Dataset excerpts
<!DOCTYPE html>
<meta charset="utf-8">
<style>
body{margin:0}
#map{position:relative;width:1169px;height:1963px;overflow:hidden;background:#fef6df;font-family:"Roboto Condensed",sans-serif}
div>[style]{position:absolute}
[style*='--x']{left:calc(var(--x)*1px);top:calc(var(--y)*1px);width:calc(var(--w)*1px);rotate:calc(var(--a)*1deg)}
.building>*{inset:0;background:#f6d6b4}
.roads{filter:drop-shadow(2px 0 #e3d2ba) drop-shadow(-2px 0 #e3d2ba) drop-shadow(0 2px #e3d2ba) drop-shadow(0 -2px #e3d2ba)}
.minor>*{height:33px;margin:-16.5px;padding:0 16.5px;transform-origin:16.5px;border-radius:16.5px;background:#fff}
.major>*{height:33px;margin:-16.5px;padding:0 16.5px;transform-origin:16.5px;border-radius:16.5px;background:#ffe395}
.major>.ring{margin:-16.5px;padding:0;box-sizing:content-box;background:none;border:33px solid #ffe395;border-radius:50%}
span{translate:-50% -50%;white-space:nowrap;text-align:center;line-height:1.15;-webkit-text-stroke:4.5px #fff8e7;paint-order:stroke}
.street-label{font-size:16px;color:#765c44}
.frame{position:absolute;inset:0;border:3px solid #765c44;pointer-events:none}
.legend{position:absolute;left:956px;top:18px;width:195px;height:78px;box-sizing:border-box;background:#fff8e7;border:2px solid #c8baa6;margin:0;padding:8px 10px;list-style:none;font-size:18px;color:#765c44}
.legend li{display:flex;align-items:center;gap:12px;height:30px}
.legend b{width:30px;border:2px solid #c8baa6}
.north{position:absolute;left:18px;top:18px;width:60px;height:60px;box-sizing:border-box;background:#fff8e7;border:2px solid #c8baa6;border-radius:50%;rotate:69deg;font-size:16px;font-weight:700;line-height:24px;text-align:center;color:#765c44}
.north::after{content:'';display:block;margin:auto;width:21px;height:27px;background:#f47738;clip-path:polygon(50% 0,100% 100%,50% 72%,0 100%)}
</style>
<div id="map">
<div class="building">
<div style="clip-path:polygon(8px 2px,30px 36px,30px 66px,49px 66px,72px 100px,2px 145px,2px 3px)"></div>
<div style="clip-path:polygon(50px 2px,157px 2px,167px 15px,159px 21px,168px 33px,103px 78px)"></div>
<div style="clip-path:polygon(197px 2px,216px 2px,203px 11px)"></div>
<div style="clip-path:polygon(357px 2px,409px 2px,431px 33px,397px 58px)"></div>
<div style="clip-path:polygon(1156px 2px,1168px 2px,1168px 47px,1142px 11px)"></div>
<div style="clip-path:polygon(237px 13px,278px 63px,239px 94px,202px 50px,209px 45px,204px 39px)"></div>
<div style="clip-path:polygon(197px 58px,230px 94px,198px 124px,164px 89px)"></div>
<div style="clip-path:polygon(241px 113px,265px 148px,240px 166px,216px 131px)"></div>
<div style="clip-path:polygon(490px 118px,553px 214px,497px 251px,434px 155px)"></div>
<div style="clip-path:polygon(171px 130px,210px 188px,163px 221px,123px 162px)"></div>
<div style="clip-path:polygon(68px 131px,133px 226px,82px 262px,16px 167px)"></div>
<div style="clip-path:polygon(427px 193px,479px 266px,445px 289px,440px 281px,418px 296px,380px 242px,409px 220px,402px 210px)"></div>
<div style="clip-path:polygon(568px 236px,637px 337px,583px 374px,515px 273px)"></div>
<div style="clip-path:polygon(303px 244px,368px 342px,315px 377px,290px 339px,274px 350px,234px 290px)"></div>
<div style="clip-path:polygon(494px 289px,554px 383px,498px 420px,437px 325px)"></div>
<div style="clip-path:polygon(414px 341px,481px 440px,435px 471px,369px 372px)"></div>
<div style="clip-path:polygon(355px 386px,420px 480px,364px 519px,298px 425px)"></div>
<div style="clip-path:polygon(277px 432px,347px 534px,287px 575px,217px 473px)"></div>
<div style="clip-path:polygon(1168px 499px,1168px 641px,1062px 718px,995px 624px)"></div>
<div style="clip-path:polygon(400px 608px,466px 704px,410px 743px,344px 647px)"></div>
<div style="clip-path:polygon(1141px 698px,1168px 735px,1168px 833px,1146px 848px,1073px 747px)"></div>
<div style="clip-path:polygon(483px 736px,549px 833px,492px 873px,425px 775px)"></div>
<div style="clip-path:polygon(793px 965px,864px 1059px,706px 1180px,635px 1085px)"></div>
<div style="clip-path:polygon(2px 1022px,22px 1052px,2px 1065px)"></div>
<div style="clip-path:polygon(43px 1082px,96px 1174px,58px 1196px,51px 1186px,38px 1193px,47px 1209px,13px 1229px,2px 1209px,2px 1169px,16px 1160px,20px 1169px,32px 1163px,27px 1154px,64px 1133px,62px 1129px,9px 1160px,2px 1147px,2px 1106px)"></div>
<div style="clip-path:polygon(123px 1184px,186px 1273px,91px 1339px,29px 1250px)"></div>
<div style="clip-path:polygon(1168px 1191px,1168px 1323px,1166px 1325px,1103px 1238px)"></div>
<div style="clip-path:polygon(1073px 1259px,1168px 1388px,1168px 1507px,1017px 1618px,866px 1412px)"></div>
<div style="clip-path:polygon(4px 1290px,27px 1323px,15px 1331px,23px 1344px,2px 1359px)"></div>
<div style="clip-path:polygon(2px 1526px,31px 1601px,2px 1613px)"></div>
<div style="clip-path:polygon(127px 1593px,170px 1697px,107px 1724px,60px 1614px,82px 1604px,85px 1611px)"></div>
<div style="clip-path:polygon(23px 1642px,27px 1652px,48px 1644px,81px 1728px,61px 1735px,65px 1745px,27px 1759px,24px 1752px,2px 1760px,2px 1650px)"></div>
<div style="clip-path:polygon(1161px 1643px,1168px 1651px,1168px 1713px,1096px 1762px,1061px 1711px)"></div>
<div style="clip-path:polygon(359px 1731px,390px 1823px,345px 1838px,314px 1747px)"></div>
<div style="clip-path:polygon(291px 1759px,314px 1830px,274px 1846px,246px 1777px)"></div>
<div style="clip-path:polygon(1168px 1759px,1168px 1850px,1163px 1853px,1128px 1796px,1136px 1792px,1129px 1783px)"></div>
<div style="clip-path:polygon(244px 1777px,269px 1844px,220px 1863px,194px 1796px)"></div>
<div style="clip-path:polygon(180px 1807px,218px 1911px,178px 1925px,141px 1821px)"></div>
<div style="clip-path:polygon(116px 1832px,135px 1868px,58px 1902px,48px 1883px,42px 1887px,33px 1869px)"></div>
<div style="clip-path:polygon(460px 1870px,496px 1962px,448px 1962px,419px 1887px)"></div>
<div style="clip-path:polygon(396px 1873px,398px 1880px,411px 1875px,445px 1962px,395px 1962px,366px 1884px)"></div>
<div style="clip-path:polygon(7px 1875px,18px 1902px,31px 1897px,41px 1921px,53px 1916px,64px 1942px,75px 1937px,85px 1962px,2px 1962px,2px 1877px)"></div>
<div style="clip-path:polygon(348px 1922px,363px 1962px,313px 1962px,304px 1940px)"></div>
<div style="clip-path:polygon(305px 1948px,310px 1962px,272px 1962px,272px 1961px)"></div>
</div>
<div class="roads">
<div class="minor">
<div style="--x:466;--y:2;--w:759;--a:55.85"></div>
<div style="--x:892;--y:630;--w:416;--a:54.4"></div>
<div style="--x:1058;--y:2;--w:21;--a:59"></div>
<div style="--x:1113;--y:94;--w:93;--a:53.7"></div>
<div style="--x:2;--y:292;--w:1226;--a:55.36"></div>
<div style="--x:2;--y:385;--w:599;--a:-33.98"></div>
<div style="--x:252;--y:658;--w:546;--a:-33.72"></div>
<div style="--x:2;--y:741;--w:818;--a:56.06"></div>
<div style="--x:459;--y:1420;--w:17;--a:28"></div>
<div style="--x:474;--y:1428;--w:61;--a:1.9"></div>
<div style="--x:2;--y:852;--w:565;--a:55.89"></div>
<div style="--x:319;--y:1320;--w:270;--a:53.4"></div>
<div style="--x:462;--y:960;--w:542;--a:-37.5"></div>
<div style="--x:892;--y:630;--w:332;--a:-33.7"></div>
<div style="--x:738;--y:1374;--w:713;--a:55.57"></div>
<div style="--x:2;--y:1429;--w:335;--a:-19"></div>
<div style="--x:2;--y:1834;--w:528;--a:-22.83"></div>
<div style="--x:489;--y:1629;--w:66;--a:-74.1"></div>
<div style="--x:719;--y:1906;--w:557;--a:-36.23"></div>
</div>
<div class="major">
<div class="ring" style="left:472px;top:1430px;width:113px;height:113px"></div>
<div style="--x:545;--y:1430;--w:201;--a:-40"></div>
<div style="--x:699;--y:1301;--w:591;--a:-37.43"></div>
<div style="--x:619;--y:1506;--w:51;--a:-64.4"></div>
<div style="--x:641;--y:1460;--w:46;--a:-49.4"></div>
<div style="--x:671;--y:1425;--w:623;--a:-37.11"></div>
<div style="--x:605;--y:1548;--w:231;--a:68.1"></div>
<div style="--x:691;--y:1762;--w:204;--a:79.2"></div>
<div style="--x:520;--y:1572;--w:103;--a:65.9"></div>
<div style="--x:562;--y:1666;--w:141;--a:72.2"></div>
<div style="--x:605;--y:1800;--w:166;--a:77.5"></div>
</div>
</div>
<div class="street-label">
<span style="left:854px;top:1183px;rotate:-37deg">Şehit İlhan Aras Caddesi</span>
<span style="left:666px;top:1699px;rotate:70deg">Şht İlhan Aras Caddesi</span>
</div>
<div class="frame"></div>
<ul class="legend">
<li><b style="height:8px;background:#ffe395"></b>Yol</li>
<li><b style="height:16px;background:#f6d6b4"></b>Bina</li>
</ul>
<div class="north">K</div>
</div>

Exercise objective
The lines from the top of the data above down to the line containing "0 #e3d2ba) drop-shadow(-2px" are to be copied exactly; no other line should appear.

Exercise response
<!DOCTYPE html>
<meta charset="utf-8">
<style>
body{margin:0}
#map{position:relative;width:1169px;height:1963px;overflow:hidden;background:#fef6df;font-family:"Roboto Condensed",sans-serif}
div>[style]{position:absolute}
[style*='--x']{left:calc(var(--x)*1px);top:calc(var(--y)*1px);width:calc(var(--w)*1px);rotate:calc(var(--a)*1deg)}
.building>*{inset:0;background:#f6d6b4}
.roads{filter:drop-shadow(2px 0 #e3d2ba) drop-shadow(-2px 0 #e3d2ba) drop-shadow(0 2px #e3d2ba) drop-shadow(0 -2px #e3d2ba)}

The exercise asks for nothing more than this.